Steam Assisted Gravity Drainage (SAGD) is a commercially successful recovery process to produce heavy oils and bitumen. The method ensures both a stable displacement front of steam and economical rates by using gravity as the driving force with a pair of horizontal wells for injection/production. Although several ways of improving the performance have been discussed in the literature, the well configuration employed in the process has remained the same as originally proposed by Butler. A systematic attempt to improve the performance by using radically different well configurations has not been reported.
This paper presents a study aimed at examining the applicability of a new well configuration to SAGD process in Athabasca and Cold Lake reservoirs in central and northern Alberta, Canada. The fully implicit thermal reservoir simulator, CMG's STARS 2007, with fully coupled wellbores was used to account for frictional pressure drop and heat losses along the wellbore. 3-dimensional numerical simulation models were set up and sensitivity analyses were conducted to injection pressure. After optimization of the injection pressure an investigation of new well configurations was conducted using these models. The result of this work shows that the SAGD process performance in Athabasca and Cold Lake reservoirs can be significantly improved by changing the well configuration.
Development of horizontal well technology and subsequent improvements in the drilling techniques have made SAGD a reliable recovery method for immobile bitumen recovery . The well configuration employed in vast majority of the field project has been two parallel horizontal wells in the same vertical plane separated by a vertical distance of five meters. The combination of horizontal and vertical wellbores instead of the standard two horizontal wells has also been tested and appears to be a viable option.
Joshi compared the SAGD performance for combination of vertical and horizontal injectors-producers, and found that the maximum recovery was obtained from the horizontal well pair . Chung and Butler's  experimental observations showed that the rate of bitumen recovery is higher when the steam is injected near the top of net pay, i.e. through vertical injector. Liebe and Butler  investigated the effect of well configuration with two types of reservoirs, cold lake and Lloydminster. Chan and Fong  examined the offset configuration for heavy oil type of reservoir. Their result showed an additional 5–15% of oil recovery in the case of offsetting or staggered injector.

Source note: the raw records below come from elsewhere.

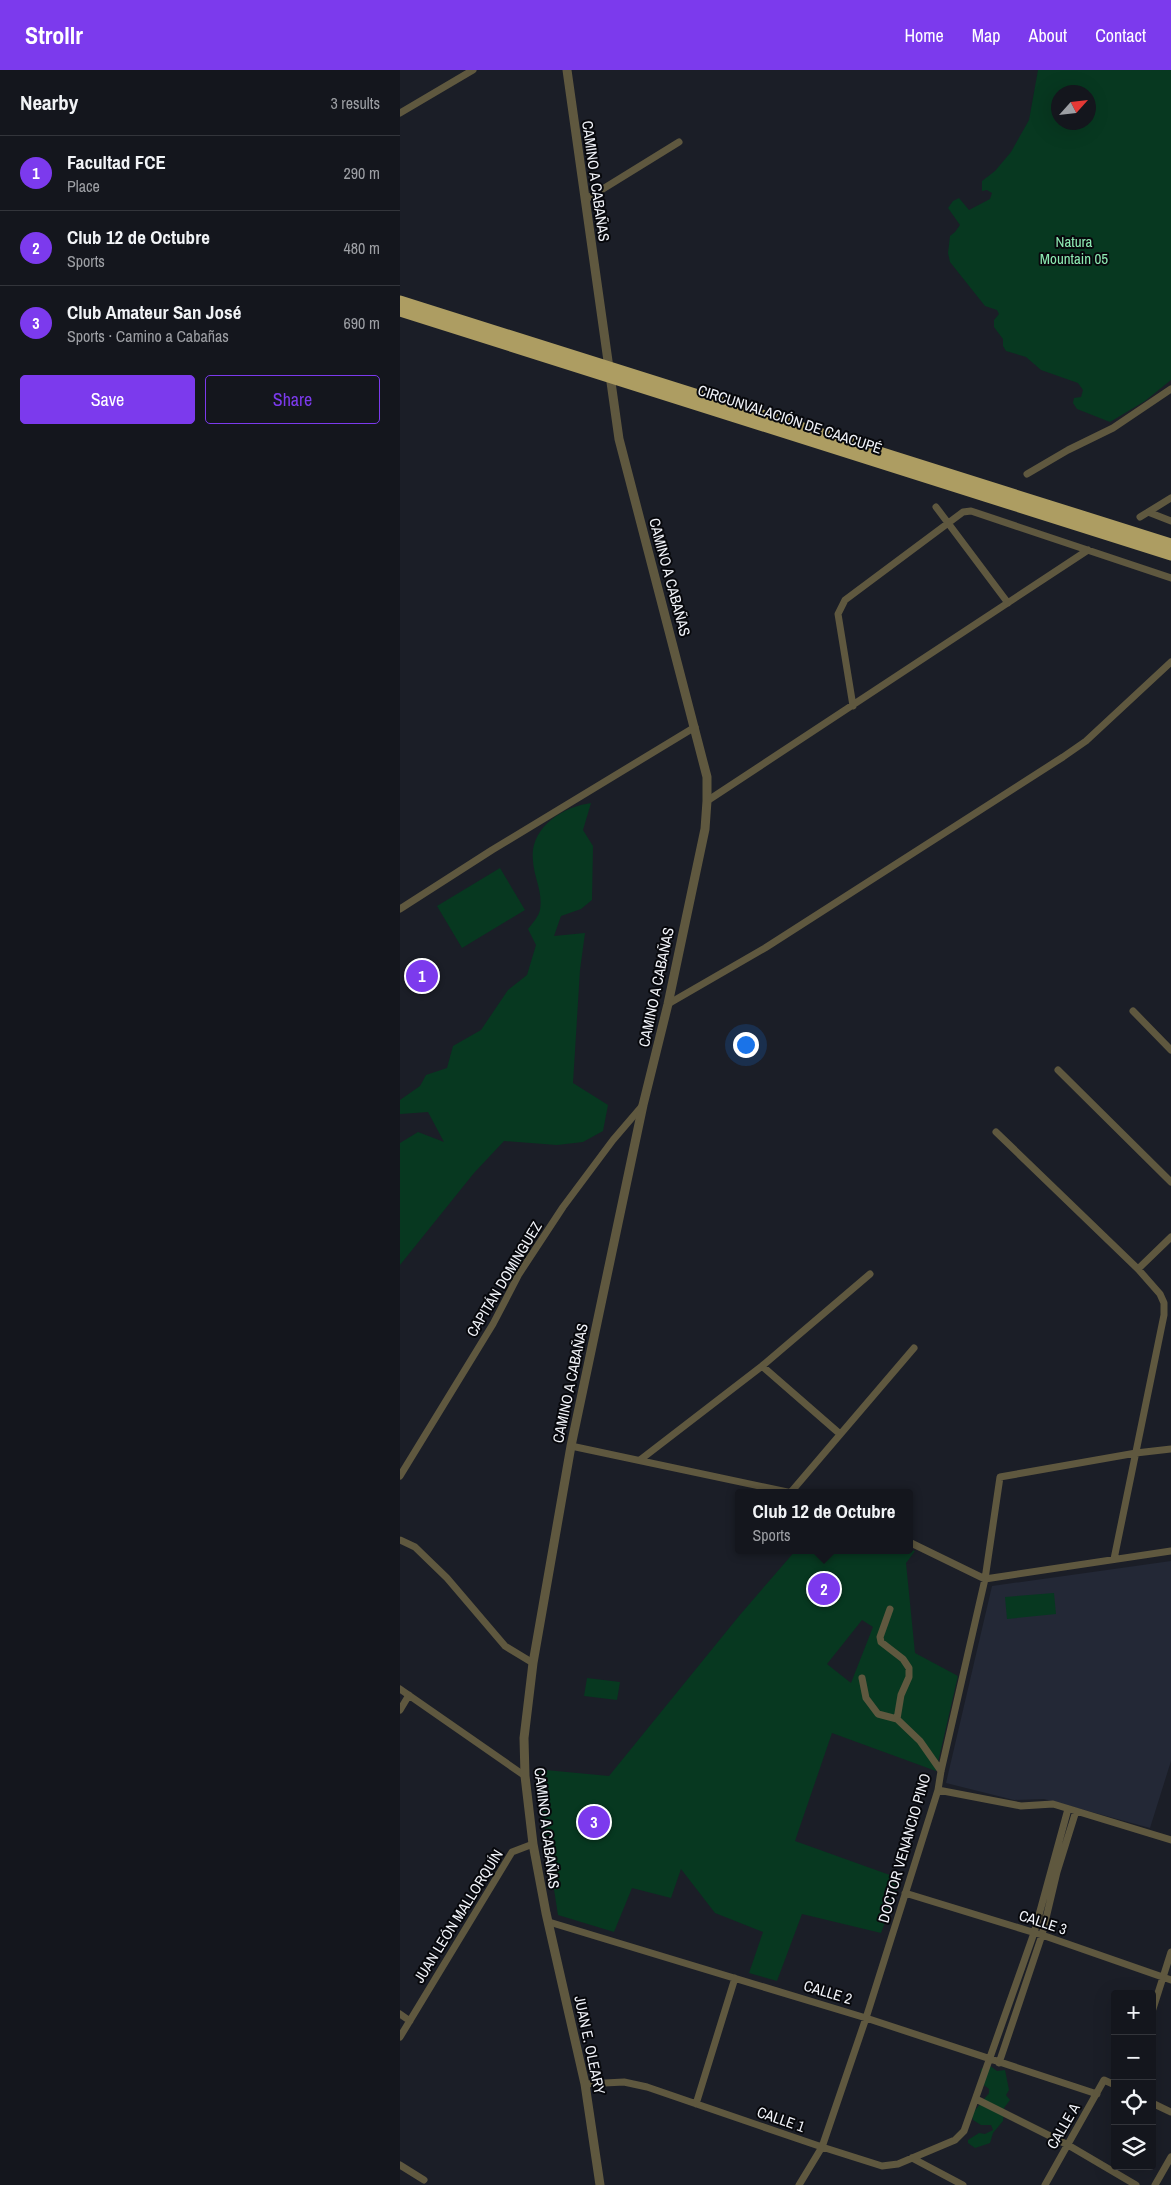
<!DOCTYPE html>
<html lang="en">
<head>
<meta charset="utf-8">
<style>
  body { margin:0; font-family:"Archivo Narrow",sans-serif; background:#1d1f26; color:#f1f3f6 }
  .controls { position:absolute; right:15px; bottom:15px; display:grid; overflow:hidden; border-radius:5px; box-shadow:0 5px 20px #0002 }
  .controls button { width:45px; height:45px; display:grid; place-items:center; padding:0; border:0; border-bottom:1px solid #33353b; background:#14161d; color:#f1f3f6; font:25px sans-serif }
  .compass { position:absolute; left:651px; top:15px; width:45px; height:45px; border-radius:50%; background:#14161d; box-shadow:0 5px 20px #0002; rotate:63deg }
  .you { position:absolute; left:345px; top:974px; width:18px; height:18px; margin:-12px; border:4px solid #fff; border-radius:50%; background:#1a73e8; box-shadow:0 0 0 8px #1a73e833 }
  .badge { display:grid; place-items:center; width:32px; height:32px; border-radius:50%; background:#7c3aed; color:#fff; font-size:16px; font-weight:700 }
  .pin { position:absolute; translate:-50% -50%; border:2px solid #fff; box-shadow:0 1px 5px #0006 }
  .popup { position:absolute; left:335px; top:1419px; width:178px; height:65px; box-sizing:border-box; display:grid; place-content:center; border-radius:5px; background:#14161d; filter:drop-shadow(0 1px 4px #0005); font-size:16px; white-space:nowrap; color:#9d9fa4 }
  .popup b { font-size:19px; color:#f1f3f6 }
  .popup::after { content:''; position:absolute; left:50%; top:100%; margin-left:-10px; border:10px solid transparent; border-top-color:#14161d }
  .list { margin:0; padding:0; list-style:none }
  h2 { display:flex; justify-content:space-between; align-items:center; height:65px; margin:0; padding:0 20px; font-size:21px }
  h2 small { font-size:16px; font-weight:400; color:#9d9fa4 }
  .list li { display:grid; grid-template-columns:32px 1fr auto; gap:15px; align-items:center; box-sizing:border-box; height:75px; padding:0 20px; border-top:1px solid #33353b }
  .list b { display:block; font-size:19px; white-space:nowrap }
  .list p { margin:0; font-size:16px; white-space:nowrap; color:#9d9fa4 }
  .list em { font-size:16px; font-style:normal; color:#9d9fa4 }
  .actions { display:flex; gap:10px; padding:15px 20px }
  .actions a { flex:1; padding:11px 0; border:1px solid #7c3aed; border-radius:5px; text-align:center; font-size:18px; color:#7c3aed }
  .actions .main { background:#7c3aed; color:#fff }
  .icon { flex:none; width:28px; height:28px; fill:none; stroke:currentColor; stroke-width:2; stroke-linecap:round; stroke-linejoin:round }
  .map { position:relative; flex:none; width:771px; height:2115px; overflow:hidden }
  header { display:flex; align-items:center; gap:30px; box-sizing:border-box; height:70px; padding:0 25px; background:#7c3aed; color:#fff }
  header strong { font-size:24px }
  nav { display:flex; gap:28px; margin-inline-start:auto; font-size:18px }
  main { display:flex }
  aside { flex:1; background:#14161d }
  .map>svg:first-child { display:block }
  .built { fill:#232836 }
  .green { fill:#073820; fill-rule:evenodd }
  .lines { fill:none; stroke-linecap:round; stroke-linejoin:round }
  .minor { stroke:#5f583f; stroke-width:7 }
  .tertiary { stroke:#5f583f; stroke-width:9 }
  .trunk { stroke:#ad9d62; stroke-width:11 }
  .labels { text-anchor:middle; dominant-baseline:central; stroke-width:4; stroke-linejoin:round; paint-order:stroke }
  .street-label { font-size:15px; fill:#f1f3f9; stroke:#07080c }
  .park-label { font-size:15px; fill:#8eeab3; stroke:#07080c }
</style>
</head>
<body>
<header>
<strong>Strollr</strong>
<nav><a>Home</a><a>Map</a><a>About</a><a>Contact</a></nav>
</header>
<main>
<aside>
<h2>Nearby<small>3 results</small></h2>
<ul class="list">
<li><span class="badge">1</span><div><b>Facultad FCE</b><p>Place</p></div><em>290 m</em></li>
<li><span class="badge">2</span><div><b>Club 12 de Octubre</b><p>Sports</p></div><em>480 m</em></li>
<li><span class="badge">3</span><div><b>Club Amateur San José</b><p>Sports · Camino a Cabañas</p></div><em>690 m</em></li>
</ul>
<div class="actions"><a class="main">Save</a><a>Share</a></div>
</aside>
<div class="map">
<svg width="771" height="2115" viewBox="0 0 771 2115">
  <rect width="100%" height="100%" fill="#1b1e27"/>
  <path class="built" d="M771 1491V1691L750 1758 644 1729 614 1730 546 1713 592 1516Z"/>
  <path class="green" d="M638 0H771V310L745 331 710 352 677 339 673 333 674 328 681 327 683 320 678 313 641 300 626 287 606 281 603 276V269L594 257V250L599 244 597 240 585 236 550 192 548 183 550 166 555 162 560 155 548 138 553 131 559 128 569 140 590 129 592 123 587 120 582 121V111L595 101 611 82 629 50ZM658 22H688V52H658Z
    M191 733 183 760 193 776 192 830 181 839 161 846 154 866 185 863 180 900 173 1013 208 1035 203 1061 183 1072 157 1075 104 1071 74 1103 0 1195V1073L18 1062 44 1072 28 1042 0 1044V1030L20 1016 26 1005 47 998 53 976 81 960 108 920 127 905 136 875 128 859C132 854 139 846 140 840 143 821 134 808 133 791 129 758 162 737 191 733Z
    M100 798 125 840 62 878 37 836Z
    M509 1479 515 1481 506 1493 515 1583 558 1606 536 1701 432 1663 395 1771 501 1809 481 1863 402 1844 377 1911 349 1903 363 1862 315 1843 281 1799 271 1828 232 1818 214 1862 158 1845 135 1699 209 1706 339 1546 396 1480H509ZM462 1550 473 1557 451 1613 427 1594Z
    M654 1523 656 1544 607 1549 605 1527Z
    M187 1608 220 1612 217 1630 184 1626Z
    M589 1995 597 2001 605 2000 609 2020 606 2025 610 2030 604 2038 603 2051 593 2063 590 2073 575 2078 568 2073V2070L579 2063 585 2064 593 2060 591 2055H581L573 2050 572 2044 589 2023V2019L580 2012 581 1999Z"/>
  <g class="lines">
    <path class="minor" d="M0 43 73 0
      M185 130 279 72
      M627 404 668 380 713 358 771 319
      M536 437 608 533
      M748 442 771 451
      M740 447 771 428
      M453 636 438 544 445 530 563 442 571 441 771 508
      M307 731 688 480
      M0 839 92 780 295 657
      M268 934 365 878 663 687 686 671 771 592
      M733 941 771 980
      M658 1000 771 1112
      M596 1062 738 1199 760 1224 764 1233V1245L714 1489
      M738 1199 771 1167
      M362 1296 440 1364
      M171 1376 392 1423
      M240 1390 362 1296 470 1204
      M0 1406 93 1254 119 1204 163 1137 213 1070 243 1035
      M391 1422 514 1278
      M0 1470 15 1477 47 1508 105 1576 133 1593
      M509 1472 585 1509 771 1481
      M490 1539 480 1567 481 1572 503 1589 509 1598V1607L501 1625 497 1649 520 1671 541 1701
      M462 1608 466 1628 478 1644 497 1649
      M0 1619 125 1706
      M0 1640 9 1625
      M538 1720 621 1736 653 1734 771 1770
      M505 1823 642 1865 771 1910
      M149 1852 466 1948 697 2024
      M752 1942 771 1882
      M0 1944 10 1951
      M0 1967 112 1782 133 1774
      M599 1993 642 1865 657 1802 676 1741
      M185 2014 224 2012 247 2017 422 2077 482 2096 498 2094 555 2070 564 2061 634 1863 668 1739
      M576 2029 668 2075 736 2115
      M752 2033 771 2042
      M296 2034 335 1908
      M512 2088 563 2115
      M0 2095 24 2110
      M399 2115 422 2077 466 1948 538 1720 541 1701 585 1509 600 1407 736 1383 771 1379
      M645 2115 704 2010 715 2015
      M755 2115 771 2087"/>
    <path class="tertiary" d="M167 0 219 369 307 707V731L305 759 268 934 243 1035 171 1376 133 1593 124 1668 125 1706 133 1774 146 1843 185 2014 200 2115"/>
    <path class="trunk" d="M0 231 771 474
      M0 241 771 485"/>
  </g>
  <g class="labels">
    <g class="street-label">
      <text transform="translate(196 111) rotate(82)">CAMINO A CABAÑAS</text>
      <text transform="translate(390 349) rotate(18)">CIRCUNVALACIÓN DE CAACUPÉ</text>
      <text transform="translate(270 507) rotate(75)">CAMINO A CABAÑAS</text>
      <text transform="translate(256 917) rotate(-78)">CAMINO A CABAÑAS</text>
      <text transform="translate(104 1209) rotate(-59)">CAPITÁN DOMINGUEZ</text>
      <text transform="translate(170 1313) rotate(-78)">CAMINO A CABAÑAS</text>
      <text transform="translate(147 1758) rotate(83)">CAMINO A CABAÑAS</text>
      <text transform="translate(504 1778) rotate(-74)">DOCTOR VENANCIO PINO</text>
      <text transform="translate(58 1846) rotate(-58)">JUAN LEÓN MALLORQUÍN</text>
      <text transform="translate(643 1852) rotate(18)">CALLE 3</text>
      <text transform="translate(428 1922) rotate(17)">CALLE 2</text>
      <text transform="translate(190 1975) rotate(78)">JUAN E. OLEARY</text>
      <text transform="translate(381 2049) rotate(19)">CALLE 1</text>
      <text transform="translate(663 2056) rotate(-60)">CALLE A</text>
    </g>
    <g class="park-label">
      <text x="674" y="171">Natura<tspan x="674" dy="17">Mountain 05</tspan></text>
    </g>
  </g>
</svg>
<div class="controls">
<button>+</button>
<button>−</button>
<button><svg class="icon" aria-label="locate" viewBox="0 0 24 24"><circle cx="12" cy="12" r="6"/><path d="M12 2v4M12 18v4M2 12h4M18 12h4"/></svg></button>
<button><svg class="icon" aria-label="layers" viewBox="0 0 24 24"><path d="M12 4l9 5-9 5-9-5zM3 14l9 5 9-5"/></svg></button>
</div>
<svg class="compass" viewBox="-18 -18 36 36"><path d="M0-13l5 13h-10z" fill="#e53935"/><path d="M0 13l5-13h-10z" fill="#9d9fa4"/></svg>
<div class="you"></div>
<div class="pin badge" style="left:22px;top:906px">1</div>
<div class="pin badge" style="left:424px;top:1519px">2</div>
<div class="popup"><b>Club 12 de Octubre</b>Sports</div>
<div class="pin badge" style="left:194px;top:1752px">3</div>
</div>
</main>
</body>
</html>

The investigation of effects of well spacing was continued by Ehlig-Economides et al.  through thermal reservoir simulation. Sasaki et al  found that in a SAGD process, longer well spacing will improve oil production rate and expansion rate of the chamber area. Stalder  introduced XSAGD configuration for low pressure reservoirs. It was found that an increase in steam pressure would make this configuration's thermal efficiency worse than that of the standard SAGD configuration. Gates et al.  presented the JAGD idea as a new well configuration for reservoirs with vertical viscosity gradient. A higher thermal efficiency than that in the standard SAGD configuration was reported.